_Work required:_ Lines containing "minor" should be pulled from the material below.

_Provided records:_
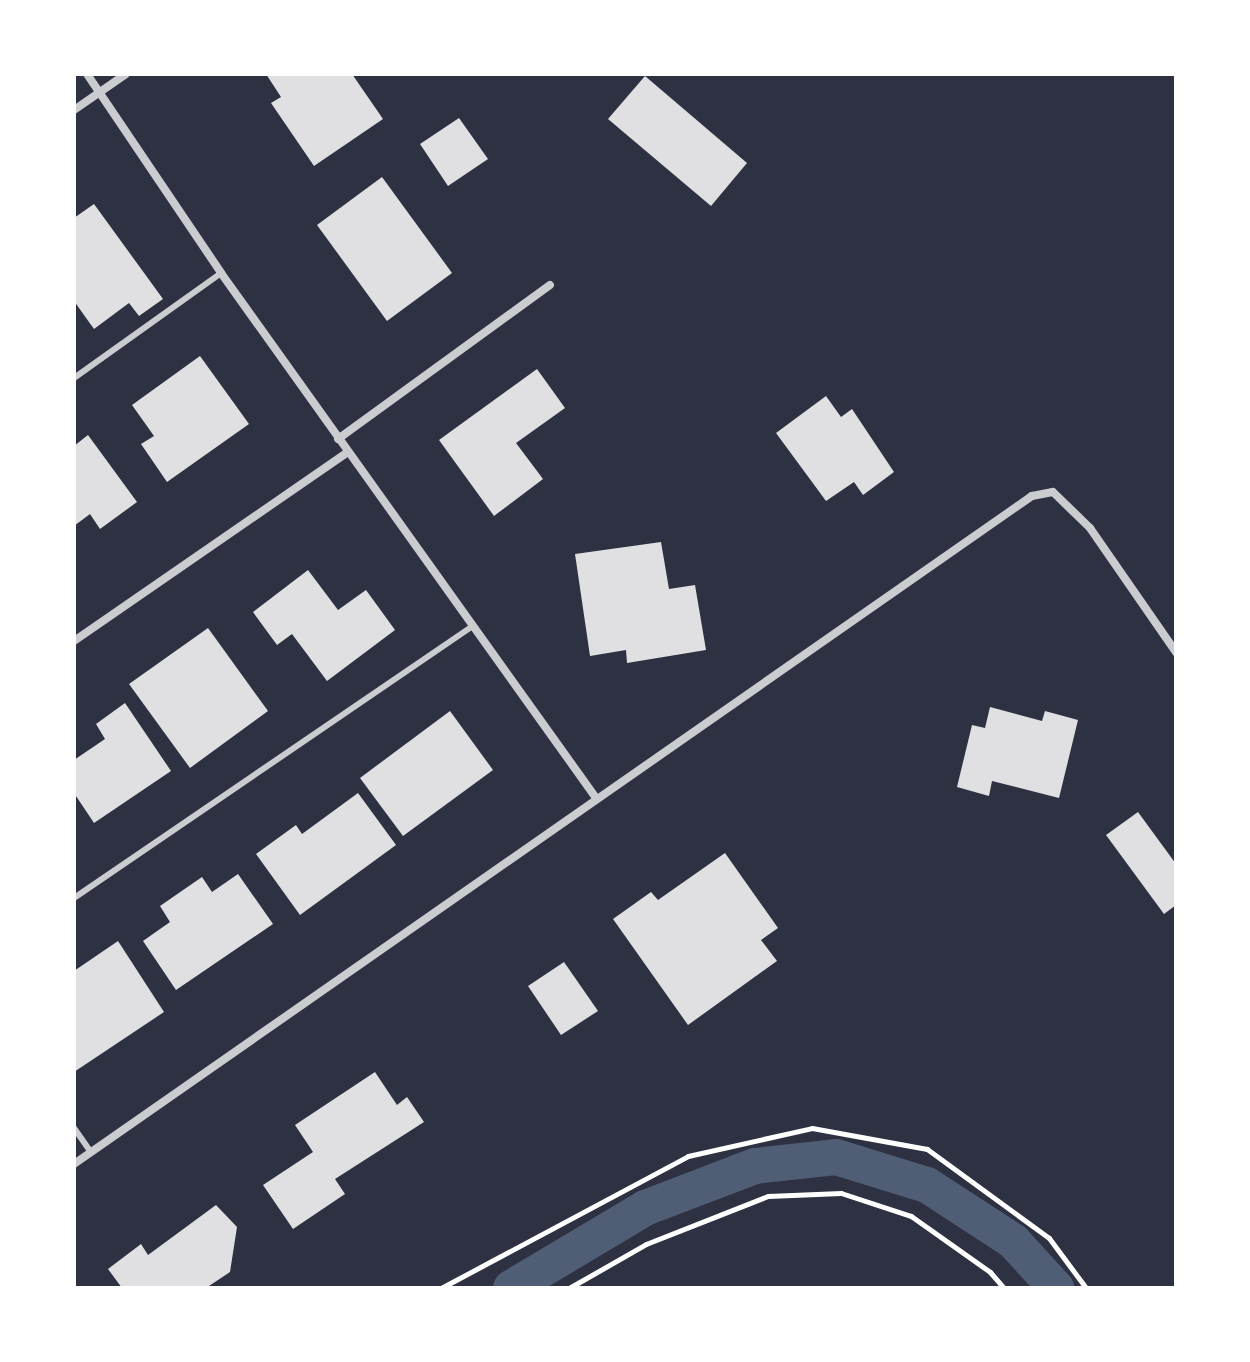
<!DOCTYPE html>
<html>
<head>
<meta charset="utf-8">
<style>
	body { margin:0 }
	#map { position:relative; width:1250px; height:1362px; overflow:hidden; background:#2d3142; font-family:"Space Grotesk",sans-serif }
	div>[style] { position:absolute }
	[style*='--x'] { left:calc(var(--x)*1px); top:calc(var(--y)*1px); width:calc(var(--w)*1px); rotate:calc(var(--a)*1deg) }
	.canal>* { height:36px; margin:-18px; padding:0 18px; transform-origin:18px; border-radius:18px; background:#4f5d75 }
	.building>* { inset:0; background:#e0e0e3 }
	.path>* { height:5px; margin:-2.5px; padding:0 2.5px; transform-origin:2.5px; border-radius:2.5px; background:#fff }
	.service>* { height:6px; margin:-3px; padding:0 3px; transform-origin:3px; border-radius:3px; background:#caccd0 }
	.minor>* { height:8px; margin:-4px; padding:0 4px; transform-origin:4px; border-radius:4px; background:#caccd0 }
	span { translate:-50% -50%; white-space:nowrap; text-align:center; line-height:1.15; -webkit-text-stroke:8px #fff; paint-order:stroke }
	.frame { position:absolute; inset:0; border:76px solid #fff; pointer-events:none }
</style>
</head>
<body>
<div id="map">
	<div class="canal">
		<div style="--x:511;--y:1288;--w:156;--a:-30.8"></div>
		<div style="--x:645;--y:1208;--w:118;--a:-20.9"></div>
		<div style="--x:755;--y:1166;--w:81;--a:-6.3"></div>
		<div style="--x:836;--y:1157;--w:95;--a:17.1"></div>
		<div style="--x:927;--y:1185;--w:103;--a:33.1"></div>
		<div style="--x:1013;--y:1241;--w:64;--a:47.5"></div>
	</div>
	<div class="building">
		<div style="clip-path:polygon(266px 74px,352px 74px,383px 119px,314px 166px,271px 103px,281px 97px)"></div>
		<div style="clip-path:polygon(645px 76px,747px 163px,711px 206px,608px 119px)"></div>
		<div style="clip-path:polygon(459px 118px,488px 159px,448px 186px,420px 144px)"></div>
		<div style="clip-path:polygon(382px 177px,452px 273px,387px 321px,317px 225px)"></div>
		<div style="clip-path:polygon(94px 204px,163px 299px,139px 316px,129px 303px,94px 329px,74px 301px,74px 218px)"></div>
		<div style="clip-path:polygon(200px 356px,249px 424px,167px 482px,141px 444px,154px 436px,132px 405px)"></div>
		<div style="clip-path:polygon(537px 369px,565px 408px,516px 443px,543px 479px,494px 516px,439px 440px)"></div>
		<div style="clip-path:polygon(826px 396px,841px 417px,852px 409px,894px 472px,863px 495px,854px 482px,826px 501px,776px 433px)"></div>
		<div style="clip-path:polygon(88px 435px,137px 502px,100px 529px,90px 514px,74px 526px,74px 446px)"></div>
		<div style="clip-path:polygon(661px 542px,669px 589px,695px 585px,706px 650px,627px 663px,626px 650px,590px 656px,575px 554px)"></div>
		<div style="clip-path:polygon(308px 570px,338px 610px,366px 590px,395px 630px,327px 681px,292px 634px,277px 645px,253px 612px)"></div>
		<div style="clip-path:polygon(208px 628px,268px 711px,190px 768px,129px 684px)"></div>
		<div style="clip-path:polygon(125px 703px,171px 771px,94px 823px,74px 793px,74px 760px,105px 739px,96px 724px)"></div>
		<div style="clip-path:polygon(990px 707px,1042px 721px,1045px 711px,1078px 720px,1059px 798px,992px 781px,989px 796px,957px 787px,972px 725px,985px 728px)"></div>
		<div style="clip-path:polygon(450px 711px,493px 770px,403px 836px,360px 778px)"></div>
		<div style="clip-path:polygon(358px 793px,396px 845px,300px 915px,256px 854px,296px 825px,302px 834px)"></div>
		<div style="clip-path:polygon(1138px 812px,1176px 864px,1176px 905px,1164px 914px,1106px 835px)"></div>
		<div style="clip-path:polygon(725px 853px,778px 928px,761px 940px,777px 961px,688px 1025px,613px 919px,651px 892px,658px 900px)"></div>
		<div style="clip-path:polygon(238px 874px,273px 924px,176px 990px,143px 941px,170px 922px,160px 906px,202px 877px,212px 892px)"></div>
		<div style="clip-path:polygon(118px 941px,164px 1012px,74px 1072px,74px 971px)"></div>
		<div style="clip-path:polygon(564px 962px,598px 1011px,561px 1035px,528px 986px)"></div>
		<div style="clip-path:polygon(375px 1072px,397px 1105px,407px 1097px,424px 1122px,335px 1179px,345px 1194px,293px 1229px,263px 1185px,313px 1152px,295px 1125px)"></div>
		<div style="clip-path:polygon(216px 1205px,237px 1227px,230px 1272px,206px 1288px,122px 1288px,108px 1269px,141px 1244px,148px 1255px)"></div>
	</div>
	<div class="path">
		<div style="--x:441;--y:1288;--w:280;--a:-28.1"></div>
		<div style="--x:688;--y:1156;--w:127;--a:-12.7"></div>
		<div style="--x:812;--y:1128;--w:117;--a:10.3"></div>
		<div style="--x:927;--y:1149;--w:151;--a:36.1"></div>
		<div style="--x:1049;--y:1238;--w:62;--a:53.5"></div>
		<div style="--x:569;--y:1288;--w:89;--a:-29.7"></div>
		<div style="--x:646;--y:1244;--w:131;--a:-21.5"></div>
		<div style="--x:768;--y:1196;--w:73;--a:-2.4"></div>
		<div style="--x:841;--y:1193;--w:74;--a:18.2"></div>
		<div style="--x:911;--y:1216;--w:97;--a:35.3"></div>
		<div style="--x:990;--y:1272;--w:21;--a:49"></div>
	</div>
	<div class="service">
		<div style="--x:74;--y:378;--w:181;--a:-35.5"></div>
		<div style="--x:74;--y:898;--w:482;--a:-34.3"></div>
		<div style="--x:74;--y:1128;--w:29;--a:55"></div>
	</div>
	<div class="minor">
		<div style="--x:87;--y:74;--w:240;--a:56"></div>
		<div style="--x:221;--y:273;--w:645;--a:54.46"></div>
		<div style="--x:74;--y:110;--w:63;--a:-34.7"></div>
		<div style="--x:338;--y:439;--w:262;--a:-36"></div>
		<div style="--x:74;--y:641;--w:333;--a:-34.6"></div>
		<div style="--x:74;--y:1164;--w:1168;--a:-34.89"></div>
		<div style="--x:1032;--y:496;--w:21;--a:-11"></div>
		<div style="--x:1053;--y:492;--w:52;--a:44.2"></div>
		<div style="--x:1090;--y:528;--w:151;--a:55.3"></div>
	</div>
	<div class="frame"></div>
</div>
</body>
</html>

_Reply:_
	.minor>* { height:8px; margin:-4px; padding:0 4px; transform-origin:4px; border-radius:4px; background:#caccd0 }
	<div class="minor">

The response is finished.